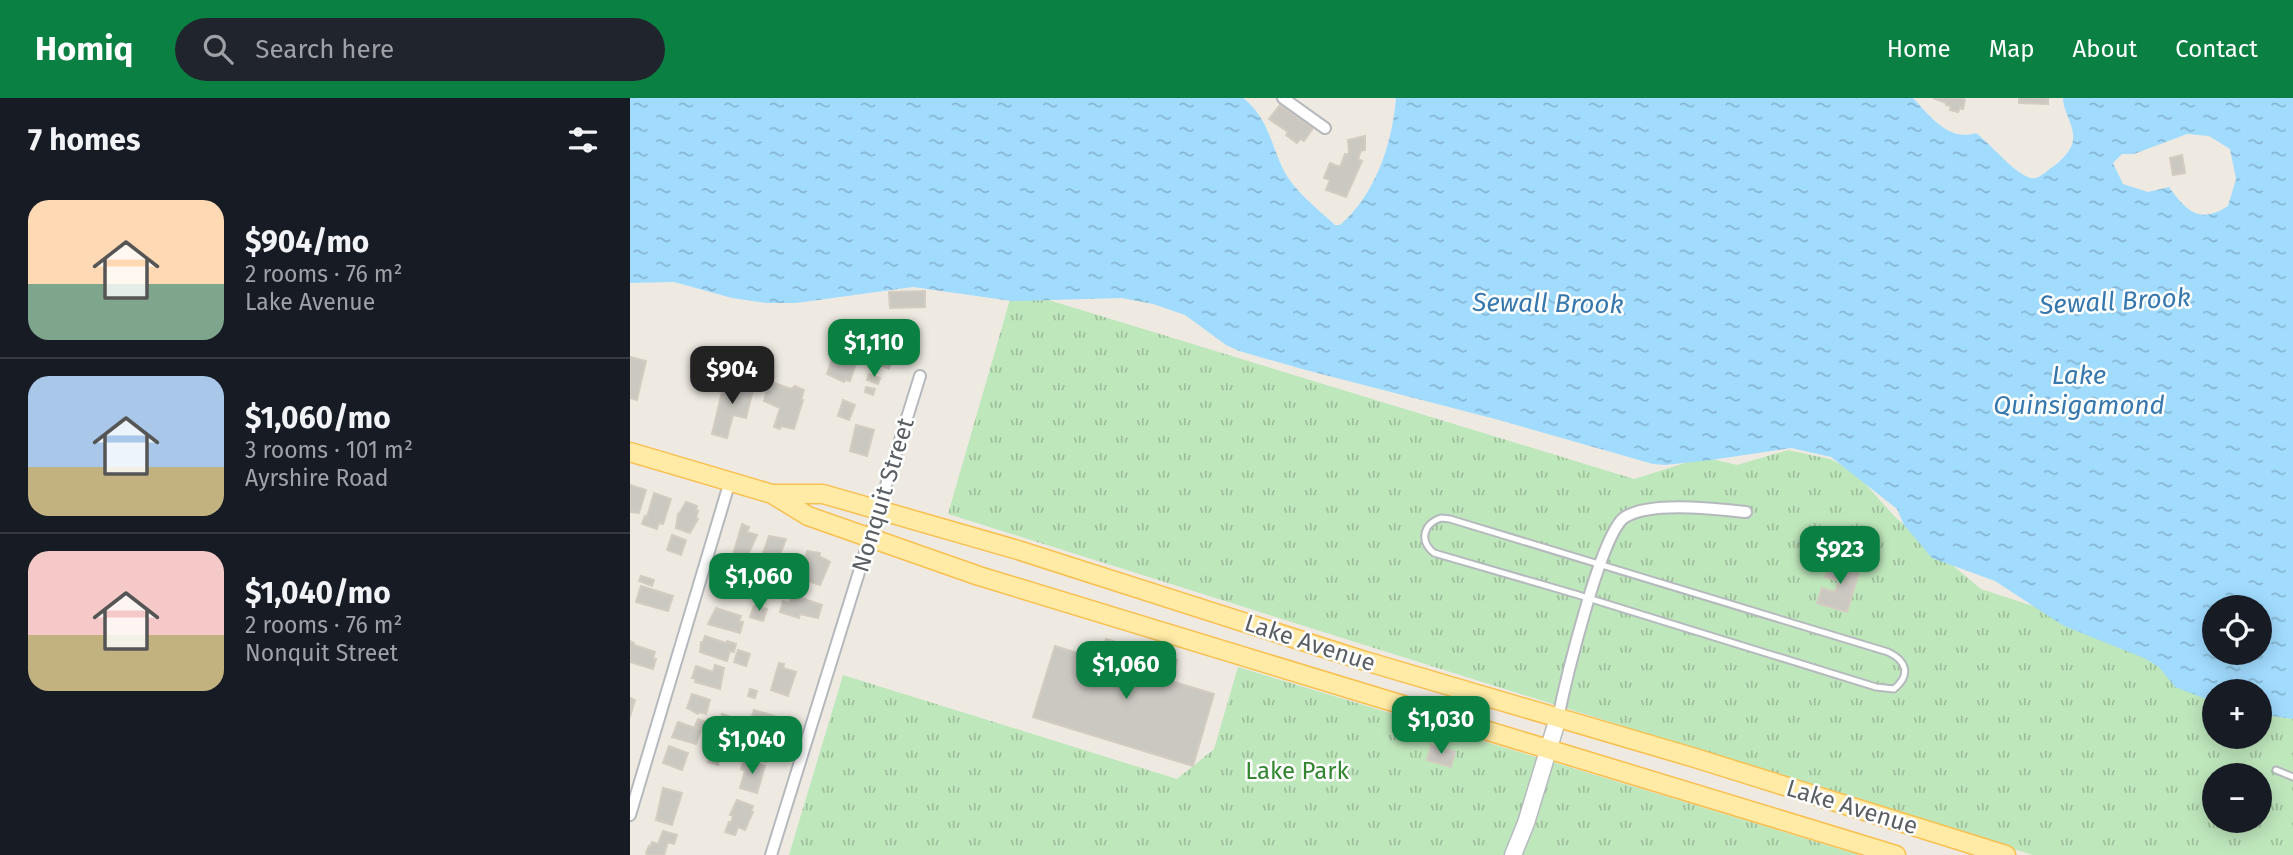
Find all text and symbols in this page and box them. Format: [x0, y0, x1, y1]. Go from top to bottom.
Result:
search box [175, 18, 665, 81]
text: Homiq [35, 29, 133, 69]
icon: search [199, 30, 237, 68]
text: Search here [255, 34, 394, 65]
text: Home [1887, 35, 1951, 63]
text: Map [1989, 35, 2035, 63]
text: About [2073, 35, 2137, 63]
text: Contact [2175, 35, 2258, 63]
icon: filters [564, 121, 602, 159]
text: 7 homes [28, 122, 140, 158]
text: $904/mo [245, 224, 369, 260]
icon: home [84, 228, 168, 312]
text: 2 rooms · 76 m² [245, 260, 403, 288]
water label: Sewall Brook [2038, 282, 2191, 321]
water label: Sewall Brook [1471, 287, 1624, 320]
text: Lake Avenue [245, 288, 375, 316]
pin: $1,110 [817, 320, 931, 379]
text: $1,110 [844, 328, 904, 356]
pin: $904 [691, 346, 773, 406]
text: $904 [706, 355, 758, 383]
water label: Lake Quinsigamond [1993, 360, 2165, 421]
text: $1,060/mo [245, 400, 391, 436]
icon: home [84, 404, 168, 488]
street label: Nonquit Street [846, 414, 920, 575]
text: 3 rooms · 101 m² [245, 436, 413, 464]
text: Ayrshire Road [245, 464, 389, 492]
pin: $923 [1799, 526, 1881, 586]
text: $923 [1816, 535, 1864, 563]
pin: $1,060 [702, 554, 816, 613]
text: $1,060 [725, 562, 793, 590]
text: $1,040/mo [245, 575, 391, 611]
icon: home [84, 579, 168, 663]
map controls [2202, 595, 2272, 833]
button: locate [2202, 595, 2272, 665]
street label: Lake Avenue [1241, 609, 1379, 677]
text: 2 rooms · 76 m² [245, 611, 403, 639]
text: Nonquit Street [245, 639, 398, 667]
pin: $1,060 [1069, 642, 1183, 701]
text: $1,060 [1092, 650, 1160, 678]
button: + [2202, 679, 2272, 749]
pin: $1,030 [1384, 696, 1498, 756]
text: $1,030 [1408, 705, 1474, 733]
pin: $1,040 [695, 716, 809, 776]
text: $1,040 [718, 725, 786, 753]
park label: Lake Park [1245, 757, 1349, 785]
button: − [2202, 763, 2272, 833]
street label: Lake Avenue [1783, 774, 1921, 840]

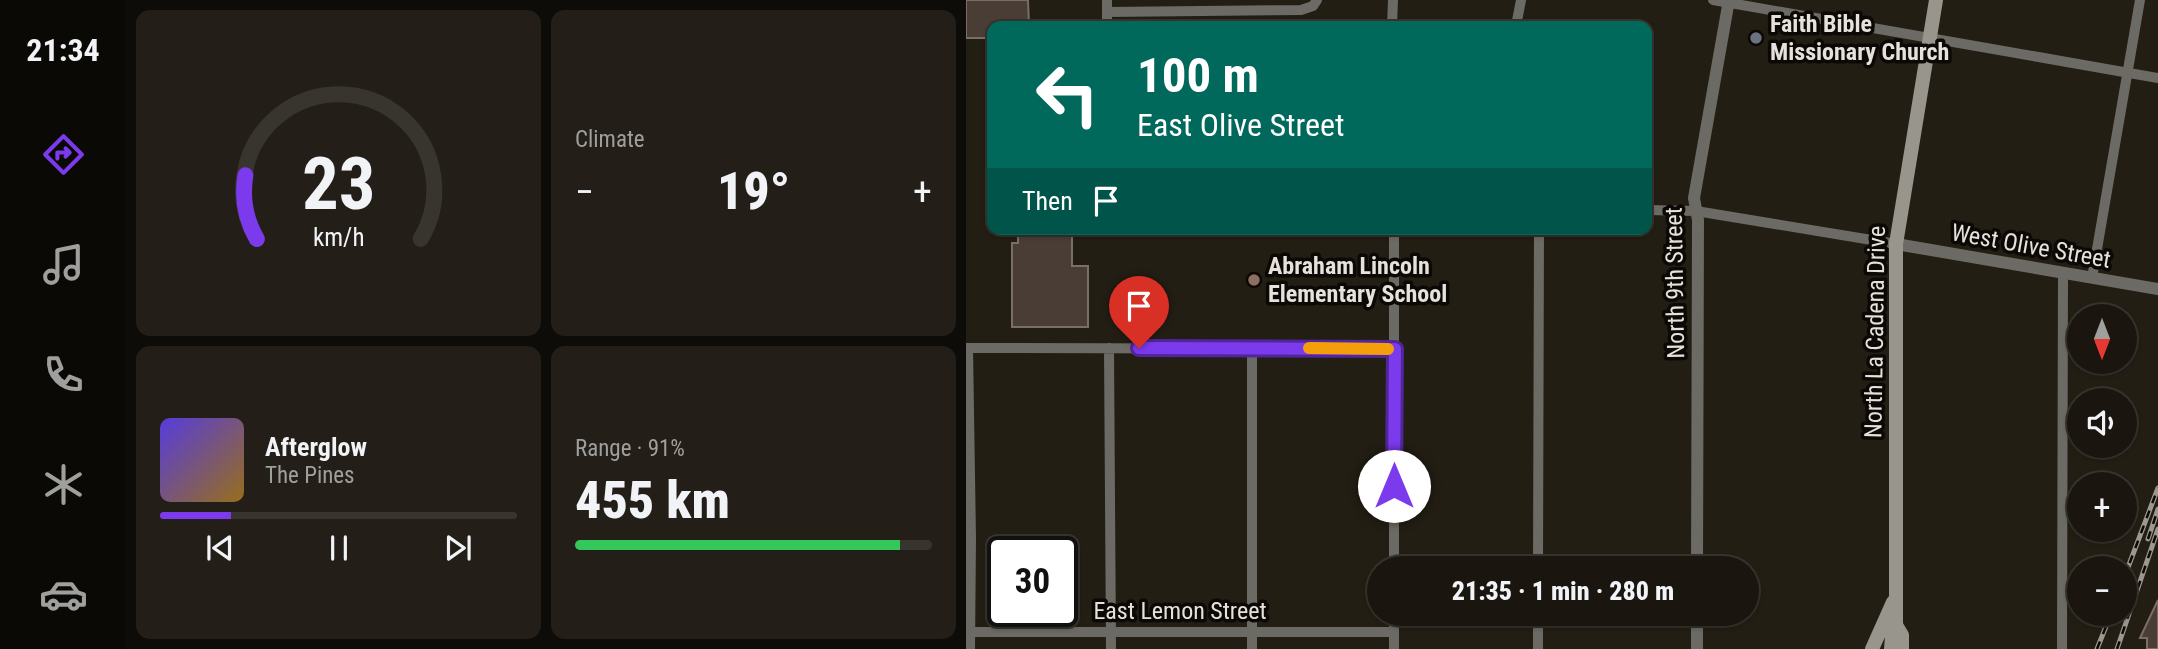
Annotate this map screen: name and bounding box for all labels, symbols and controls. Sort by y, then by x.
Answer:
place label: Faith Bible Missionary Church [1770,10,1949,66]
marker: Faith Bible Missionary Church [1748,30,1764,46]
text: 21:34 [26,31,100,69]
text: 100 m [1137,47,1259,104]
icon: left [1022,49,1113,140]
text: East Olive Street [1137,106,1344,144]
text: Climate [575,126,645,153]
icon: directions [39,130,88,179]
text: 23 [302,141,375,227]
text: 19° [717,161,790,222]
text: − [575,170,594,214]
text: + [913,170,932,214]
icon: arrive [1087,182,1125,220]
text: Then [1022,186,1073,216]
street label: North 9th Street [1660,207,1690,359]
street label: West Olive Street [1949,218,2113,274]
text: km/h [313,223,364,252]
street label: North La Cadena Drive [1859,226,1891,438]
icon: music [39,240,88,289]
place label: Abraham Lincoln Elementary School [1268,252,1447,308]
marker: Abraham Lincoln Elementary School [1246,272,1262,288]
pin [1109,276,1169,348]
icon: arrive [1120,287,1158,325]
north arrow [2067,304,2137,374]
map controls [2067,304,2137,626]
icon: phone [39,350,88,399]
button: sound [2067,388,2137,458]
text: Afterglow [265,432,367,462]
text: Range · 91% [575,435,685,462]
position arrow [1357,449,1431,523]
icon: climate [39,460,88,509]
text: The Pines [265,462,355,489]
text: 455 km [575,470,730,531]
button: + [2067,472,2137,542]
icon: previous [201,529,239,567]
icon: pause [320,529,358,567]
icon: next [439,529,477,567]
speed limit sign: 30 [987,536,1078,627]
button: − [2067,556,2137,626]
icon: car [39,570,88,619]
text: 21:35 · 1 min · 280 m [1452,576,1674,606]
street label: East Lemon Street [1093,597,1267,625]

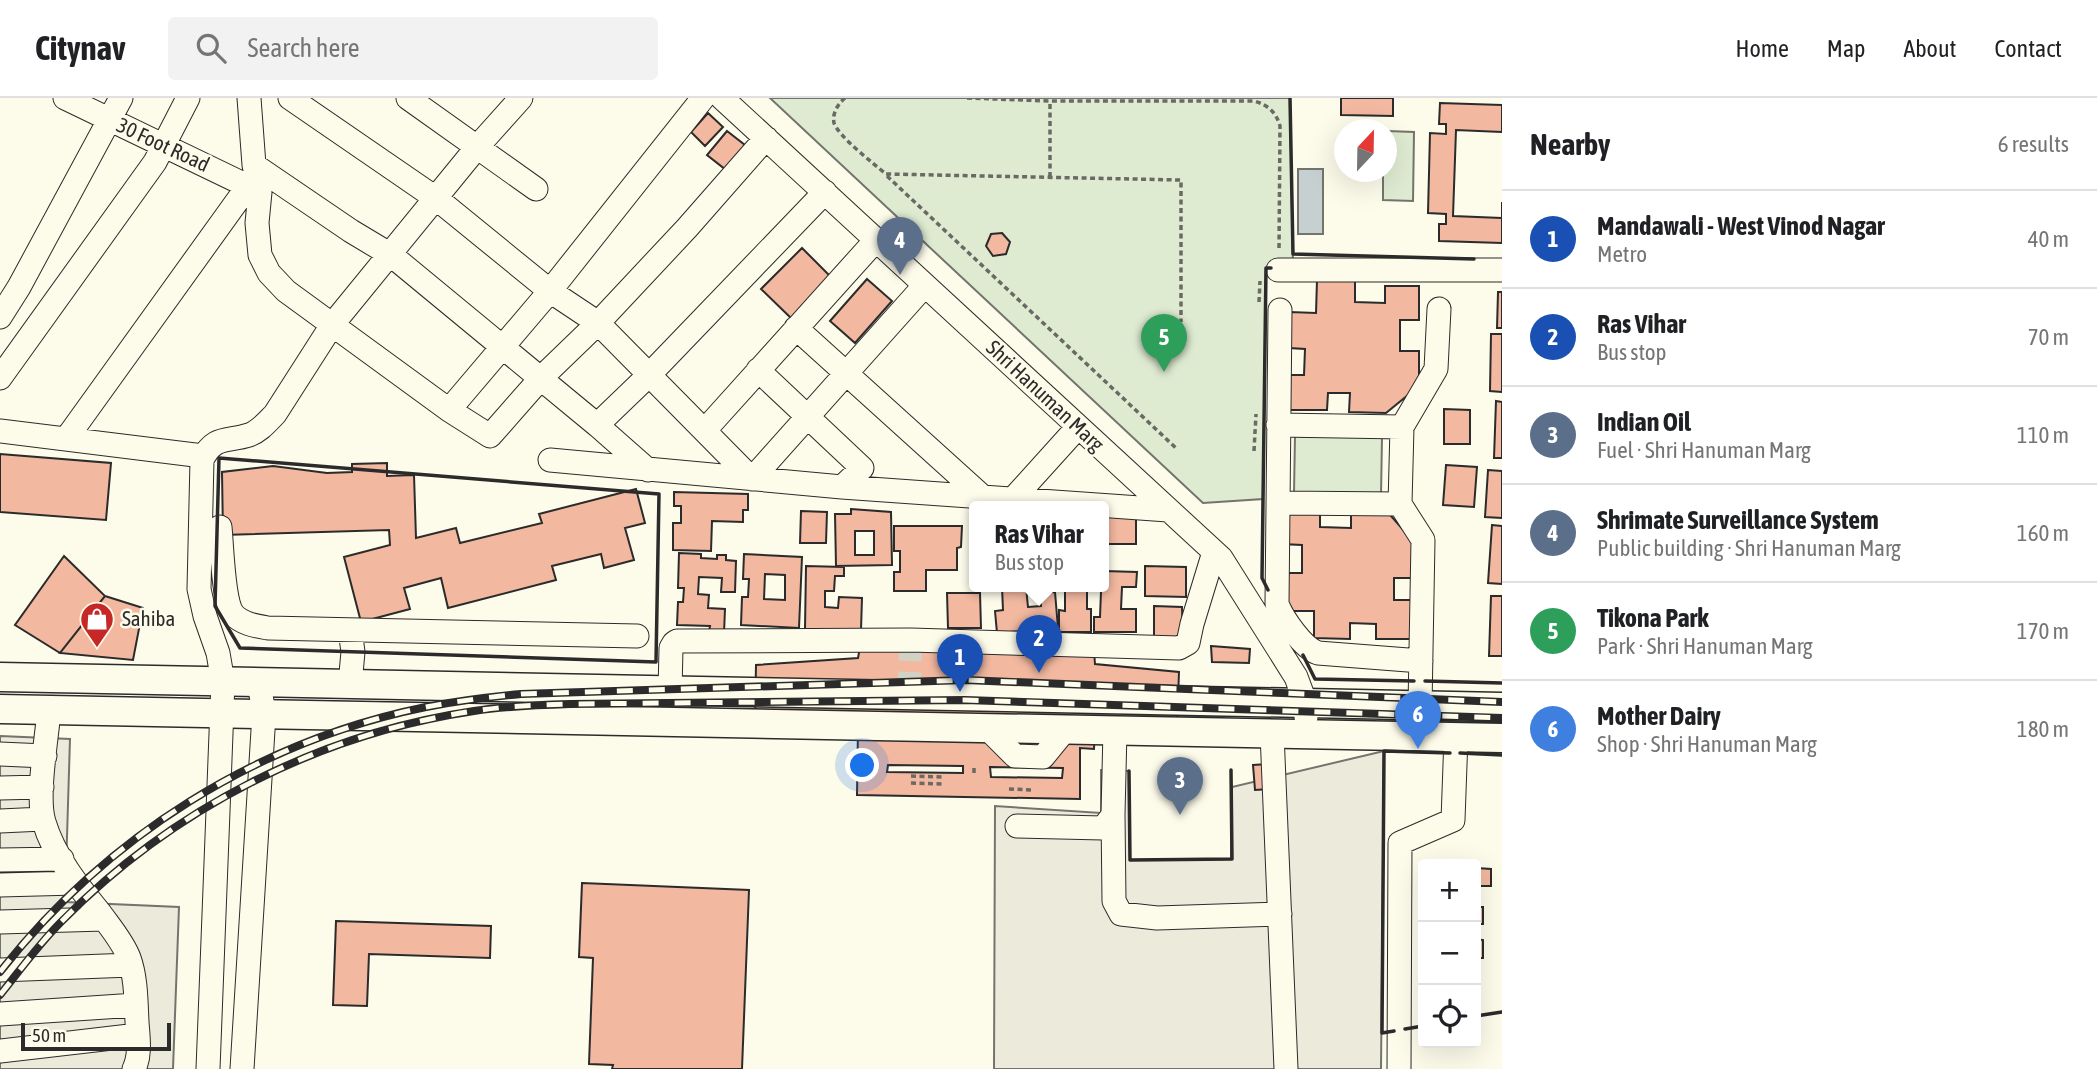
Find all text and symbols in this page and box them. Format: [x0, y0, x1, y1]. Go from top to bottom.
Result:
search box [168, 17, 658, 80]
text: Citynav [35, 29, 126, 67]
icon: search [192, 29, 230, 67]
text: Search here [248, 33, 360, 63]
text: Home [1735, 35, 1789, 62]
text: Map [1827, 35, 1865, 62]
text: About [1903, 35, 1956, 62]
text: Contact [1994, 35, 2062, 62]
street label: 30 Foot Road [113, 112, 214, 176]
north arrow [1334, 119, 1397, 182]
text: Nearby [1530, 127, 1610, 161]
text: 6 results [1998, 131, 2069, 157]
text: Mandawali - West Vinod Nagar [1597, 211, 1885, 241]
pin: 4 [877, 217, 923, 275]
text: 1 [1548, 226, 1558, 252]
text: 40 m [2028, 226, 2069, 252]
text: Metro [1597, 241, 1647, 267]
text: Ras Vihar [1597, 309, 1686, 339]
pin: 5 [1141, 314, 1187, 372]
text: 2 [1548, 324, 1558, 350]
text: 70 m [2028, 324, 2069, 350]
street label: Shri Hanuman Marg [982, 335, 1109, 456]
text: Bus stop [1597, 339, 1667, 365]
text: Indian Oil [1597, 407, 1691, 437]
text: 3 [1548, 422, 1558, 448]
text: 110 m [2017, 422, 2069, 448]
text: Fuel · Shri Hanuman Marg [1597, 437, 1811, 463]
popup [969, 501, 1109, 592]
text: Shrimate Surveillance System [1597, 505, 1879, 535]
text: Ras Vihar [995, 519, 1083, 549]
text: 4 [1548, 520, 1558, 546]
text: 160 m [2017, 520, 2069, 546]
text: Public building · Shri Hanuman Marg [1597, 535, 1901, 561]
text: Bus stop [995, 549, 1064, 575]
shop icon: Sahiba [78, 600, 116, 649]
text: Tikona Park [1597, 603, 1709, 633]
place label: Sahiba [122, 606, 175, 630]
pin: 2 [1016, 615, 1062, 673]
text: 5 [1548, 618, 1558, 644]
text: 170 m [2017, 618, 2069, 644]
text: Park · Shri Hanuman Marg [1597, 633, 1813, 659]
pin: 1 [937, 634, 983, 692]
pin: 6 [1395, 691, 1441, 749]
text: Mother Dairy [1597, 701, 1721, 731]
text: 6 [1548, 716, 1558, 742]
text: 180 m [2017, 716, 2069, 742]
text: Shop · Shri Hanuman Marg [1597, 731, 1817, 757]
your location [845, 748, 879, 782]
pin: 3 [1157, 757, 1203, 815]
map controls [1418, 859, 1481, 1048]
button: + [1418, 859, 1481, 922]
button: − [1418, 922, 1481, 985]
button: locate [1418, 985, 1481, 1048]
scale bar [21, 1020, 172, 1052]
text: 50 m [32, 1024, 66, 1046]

■ Problem:
Please tally the lines above that contain "Elementary" and report nothing but the total.

■ Exercise response:
2